What does the average Hollywood career look like? In the Rotten Tomatoes database, more than 19,000 actors and 2,000 directors had their first film released in 1985 or later. The average actor's critical reception gets slightly worse over the course of his first few movies, then plateaus. The average score for an actor's first film is about 55 percent. By his fourth movie, that score slides to about 50 percent, where it hovers for the rest of his career.
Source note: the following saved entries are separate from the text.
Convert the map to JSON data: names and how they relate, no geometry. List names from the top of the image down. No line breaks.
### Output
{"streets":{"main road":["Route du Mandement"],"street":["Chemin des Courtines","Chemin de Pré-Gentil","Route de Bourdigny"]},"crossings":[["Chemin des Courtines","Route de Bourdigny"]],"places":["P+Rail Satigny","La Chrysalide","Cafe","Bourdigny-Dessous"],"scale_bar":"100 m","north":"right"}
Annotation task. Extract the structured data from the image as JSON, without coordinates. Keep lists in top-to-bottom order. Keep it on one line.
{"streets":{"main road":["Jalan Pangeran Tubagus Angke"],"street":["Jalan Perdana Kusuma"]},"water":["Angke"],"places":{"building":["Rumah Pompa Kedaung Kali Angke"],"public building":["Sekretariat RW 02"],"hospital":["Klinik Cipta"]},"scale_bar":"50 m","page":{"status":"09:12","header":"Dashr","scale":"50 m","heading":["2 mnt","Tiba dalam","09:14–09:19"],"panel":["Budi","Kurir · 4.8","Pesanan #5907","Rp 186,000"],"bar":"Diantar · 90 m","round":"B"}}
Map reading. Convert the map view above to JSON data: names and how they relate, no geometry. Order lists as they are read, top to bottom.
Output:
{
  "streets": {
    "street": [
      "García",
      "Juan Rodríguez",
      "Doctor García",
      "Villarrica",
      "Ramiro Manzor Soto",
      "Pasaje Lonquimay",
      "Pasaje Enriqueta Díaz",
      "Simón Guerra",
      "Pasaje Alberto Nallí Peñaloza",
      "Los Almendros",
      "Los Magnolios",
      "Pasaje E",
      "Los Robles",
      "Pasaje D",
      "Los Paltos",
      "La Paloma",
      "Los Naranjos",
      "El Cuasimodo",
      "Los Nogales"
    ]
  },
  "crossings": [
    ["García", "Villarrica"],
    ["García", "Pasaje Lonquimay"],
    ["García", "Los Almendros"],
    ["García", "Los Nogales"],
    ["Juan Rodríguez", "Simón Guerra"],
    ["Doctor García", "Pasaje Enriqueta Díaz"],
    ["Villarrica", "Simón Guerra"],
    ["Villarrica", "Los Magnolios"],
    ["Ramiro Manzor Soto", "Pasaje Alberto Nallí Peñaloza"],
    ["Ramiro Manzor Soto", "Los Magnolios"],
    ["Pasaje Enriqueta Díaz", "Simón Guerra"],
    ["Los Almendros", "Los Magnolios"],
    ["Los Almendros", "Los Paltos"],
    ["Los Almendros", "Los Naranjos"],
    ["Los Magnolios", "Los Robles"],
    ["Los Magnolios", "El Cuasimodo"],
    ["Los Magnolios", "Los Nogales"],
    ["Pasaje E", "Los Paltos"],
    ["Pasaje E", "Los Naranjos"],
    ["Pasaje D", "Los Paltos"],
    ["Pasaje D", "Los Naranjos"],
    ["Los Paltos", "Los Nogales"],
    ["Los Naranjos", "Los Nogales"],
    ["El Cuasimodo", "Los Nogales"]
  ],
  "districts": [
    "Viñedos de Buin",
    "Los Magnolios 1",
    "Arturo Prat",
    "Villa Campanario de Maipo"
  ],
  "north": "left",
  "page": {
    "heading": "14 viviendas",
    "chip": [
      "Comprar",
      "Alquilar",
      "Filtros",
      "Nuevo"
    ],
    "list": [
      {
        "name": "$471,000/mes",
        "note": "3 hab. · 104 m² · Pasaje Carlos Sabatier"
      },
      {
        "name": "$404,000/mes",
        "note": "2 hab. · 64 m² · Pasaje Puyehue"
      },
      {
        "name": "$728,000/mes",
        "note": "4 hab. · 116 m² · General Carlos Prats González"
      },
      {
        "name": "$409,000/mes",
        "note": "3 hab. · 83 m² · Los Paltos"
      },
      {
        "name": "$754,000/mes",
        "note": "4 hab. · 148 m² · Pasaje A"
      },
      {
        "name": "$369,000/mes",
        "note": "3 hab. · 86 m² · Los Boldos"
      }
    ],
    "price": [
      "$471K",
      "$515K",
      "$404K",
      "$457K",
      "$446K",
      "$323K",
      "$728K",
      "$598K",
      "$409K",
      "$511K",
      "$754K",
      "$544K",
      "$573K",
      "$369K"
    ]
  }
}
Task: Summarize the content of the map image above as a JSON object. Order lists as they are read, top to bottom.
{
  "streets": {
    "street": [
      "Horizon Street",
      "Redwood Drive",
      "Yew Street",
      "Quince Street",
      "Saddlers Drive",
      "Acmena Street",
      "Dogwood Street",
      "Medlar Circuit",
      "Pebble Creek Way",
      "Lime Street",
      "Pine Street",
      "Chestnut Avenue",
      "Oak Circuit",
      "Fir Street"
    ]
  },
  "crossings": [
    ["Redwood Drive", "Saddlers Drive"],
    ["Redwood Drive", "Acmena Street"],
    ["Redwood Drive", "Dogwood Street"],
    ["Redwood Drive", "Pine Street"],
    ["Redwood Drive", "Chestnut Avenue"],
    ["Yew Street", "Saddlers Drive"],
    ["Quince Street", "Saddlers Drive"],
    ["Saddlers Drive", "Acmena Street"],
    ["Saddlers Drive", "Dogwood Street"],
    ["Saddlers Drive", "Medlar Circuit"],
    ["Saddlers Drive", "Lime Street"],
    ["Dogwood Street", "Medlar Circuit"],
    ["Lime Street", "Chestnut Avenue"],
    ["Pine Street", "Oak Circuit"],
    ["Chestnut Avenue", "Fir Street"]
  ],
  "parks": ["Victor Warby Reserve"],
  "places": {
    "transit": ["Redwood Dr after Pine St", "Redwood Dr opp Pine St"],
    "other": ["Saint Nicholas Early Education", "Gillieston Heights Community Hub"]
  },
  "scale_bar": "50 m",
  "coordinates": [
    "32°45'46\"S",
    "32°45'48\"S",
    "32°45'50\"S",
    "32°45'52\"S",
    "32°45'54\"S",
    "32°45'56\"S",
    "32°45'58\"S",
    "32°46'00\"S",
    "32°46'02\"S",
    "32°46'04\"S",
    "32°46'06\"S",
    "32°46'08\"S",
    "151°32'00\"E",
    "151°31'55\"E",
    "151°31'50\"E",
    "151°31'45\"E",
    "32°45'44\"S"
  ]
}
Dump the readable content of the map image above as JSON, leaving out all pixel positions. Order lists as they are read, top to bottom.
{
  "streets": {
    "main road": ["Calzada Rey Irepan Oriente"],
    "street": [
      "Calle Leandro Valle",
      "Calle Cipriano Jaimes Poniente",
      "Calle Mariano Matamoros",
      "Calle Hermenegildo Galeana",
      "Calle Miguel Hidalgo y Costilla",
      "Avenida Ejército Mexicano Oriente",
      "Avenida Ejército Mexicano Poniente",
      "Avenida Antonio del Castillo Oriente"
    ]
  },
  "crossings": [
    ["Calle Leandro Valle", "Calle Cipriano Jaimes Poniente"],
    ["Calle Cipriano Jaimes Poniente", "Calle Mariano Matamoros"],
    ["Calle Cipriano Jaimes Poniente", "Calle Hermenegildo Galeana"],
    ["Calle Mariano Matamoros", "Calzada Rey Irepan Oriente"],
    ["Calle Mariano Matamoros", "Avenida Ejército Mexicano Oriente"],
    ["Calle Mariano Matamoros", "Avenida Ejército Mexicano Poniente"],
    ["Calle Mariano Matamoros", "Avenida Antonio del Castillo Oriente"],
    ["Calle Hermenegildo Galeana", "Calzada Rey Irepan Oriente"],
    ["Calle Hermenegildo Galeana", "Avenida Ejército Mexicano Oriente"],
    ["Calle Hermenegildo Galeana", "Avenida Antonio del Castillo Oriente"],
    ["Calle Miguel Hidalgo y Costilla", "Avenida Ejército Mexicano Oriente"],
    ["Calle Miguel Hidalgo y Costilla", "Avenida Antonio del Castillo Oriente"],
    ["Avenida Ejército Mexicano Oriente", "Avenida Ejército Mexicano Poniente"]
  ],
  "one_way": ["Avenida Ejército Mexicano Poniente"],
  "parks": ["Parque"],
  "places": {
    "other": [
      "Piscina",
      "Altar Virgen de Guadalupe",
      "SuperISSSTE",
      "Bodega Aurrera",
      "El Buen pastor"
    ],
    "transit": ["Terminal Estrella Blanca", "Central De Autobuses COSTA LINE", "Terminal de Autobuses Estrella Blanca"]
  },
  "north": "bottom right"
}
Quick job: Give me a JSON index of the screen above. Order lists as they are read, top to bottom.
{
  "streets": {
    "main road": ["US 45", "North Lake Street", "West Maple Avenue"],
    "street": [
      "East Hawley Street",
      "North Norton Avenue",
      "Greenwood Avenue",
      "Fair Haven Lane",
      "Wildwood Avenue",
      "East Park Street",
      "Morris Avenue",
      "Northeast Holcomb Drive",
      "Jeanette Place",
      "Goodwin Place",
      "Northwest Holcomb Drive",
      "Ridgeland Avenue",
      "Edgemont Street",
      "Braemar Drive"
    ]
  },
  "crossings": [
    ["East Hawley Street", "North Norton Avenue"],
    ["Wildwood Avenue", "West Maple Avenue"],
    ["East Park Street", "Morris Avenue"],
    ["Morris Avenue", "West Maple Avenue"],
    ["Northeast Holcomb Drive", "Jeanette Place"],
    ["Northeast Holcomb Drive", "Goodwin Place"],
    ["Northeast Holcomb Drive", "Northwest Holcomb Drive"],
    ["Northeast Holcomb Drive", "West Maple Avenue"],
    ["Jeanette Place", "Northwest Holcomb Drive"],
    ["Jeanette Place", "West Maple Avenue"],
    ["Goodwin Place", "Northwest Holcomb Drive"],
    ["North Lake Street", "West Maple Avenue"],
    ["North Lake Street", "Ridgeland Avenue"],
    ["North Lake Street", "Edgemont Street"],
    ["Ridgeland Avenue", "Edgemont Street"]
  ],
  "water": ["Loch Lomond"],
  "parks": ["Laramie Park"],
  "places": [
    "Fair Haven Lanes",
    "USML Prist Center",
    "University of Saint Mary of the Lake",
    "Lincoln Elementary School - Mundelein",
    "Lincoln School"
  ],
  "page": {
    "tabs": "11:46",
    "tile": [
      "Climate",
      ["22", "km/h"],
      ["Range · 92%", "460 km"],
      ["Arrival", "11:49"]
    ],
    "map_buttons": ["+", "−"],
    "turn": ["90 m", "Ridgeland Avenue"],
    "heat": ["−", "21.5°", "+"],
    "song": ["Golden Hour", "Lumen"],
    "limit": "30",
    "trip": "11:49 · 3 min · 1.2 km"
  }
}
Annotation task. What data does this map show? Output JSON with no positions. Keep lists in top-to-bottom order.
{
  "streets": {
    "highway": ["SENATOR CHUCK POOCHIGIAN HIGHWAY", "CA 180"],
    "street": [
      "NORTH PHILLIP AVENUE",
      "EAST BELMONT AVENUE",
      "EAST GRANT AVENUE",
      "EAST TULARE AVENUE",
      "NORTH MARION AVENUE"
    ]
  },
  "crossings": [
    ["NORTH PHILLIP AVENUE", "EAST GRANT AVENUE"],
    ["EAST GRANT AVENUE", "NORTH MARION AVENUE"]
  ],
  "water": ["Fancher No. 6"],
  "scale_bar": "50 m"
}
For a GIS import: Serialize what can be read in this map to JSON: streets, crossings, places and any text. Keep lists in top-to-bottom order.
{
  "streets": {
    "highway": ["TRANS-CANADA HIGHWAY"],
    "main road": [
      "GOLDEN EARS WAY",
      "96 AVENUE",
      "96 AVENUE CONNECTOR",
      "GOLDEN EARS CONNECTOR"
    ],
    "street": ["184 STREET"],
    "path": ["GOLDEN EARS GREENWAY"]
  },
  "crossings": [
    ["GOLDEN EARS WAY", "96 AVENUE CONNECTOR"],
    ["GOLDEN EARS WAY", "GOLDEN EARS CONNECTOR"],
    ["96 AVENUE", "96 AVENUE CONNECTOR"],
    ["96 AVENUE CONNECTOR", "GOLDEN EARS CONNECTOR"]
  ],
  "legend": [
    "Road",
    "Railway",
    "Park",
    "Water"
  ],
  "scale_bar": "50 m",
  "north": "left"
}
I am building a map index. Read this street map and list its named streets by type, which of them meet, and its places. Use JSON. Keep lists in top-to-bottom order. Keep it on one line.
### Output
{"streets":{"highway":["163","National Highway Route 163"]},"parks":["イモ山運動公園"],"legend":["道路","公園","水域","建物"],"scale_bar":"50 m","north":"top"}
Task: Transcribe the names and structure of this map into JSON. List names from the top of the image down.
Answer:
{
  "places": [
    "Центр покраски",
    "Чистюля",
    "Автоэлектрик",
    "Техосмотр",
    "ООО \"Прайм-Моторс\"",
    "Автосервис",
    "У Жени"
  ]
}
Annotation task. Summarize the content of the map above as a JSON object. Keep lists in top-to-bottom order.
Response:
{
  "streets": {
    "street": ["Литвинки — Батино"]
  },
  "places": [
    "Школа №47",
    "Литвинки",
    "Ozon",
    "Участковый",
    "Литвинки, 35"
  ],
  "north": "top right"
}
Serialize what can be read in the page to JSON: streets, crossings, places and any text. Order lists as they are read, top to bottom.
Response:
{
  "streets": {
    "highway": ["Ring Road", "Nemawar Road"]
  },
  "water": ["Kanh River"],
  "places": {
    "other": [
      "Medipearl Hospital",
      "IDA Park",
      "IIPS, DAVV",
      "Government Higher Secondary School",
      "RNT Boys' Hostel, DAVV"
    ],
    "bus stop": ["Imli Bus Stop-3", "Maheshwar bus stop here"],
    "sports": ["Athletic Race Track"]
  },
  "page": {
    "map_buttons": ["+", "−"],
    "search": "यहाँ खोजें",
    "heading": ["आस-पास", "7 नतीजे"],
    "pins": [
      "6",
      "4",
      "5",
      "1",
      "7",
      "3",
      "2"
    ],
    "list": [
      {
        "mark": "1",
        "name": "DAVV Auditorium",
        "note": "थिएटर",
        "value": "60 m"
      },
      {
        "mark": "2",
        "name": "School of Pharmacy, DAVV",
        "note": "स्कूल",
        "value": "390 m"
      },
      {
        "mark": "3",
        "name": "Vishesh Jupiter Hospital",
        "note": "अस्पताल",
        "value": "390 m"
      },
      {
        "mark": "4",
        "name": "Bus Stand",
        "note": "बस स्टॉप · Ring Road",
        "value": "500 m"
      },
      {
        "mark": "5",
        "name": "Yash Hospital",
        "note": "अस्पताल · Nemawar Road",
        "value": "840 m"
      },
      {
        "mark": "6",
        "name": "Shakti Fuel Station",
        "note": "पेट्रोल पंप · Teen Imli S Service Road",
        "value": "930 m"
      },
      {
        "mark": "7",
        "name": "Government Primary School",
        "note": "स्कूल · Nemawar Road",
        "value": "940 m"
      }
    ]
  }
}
Directors' careers follow a different trajectory. Like actors, a director's first movie averages a Tomatometer rating around 55 percent. But the average ratings for the next few movies don't drop much at all, never falling below 54 percent. Then, between the average director's seventh and eighth movie, the Tomatometer ratings jump dramatically, from 55 percent to nearly 63 percent. That score stays steady for the average director's ninth through 11th films and then jumps again to the 80s and 90s for the rest of his career.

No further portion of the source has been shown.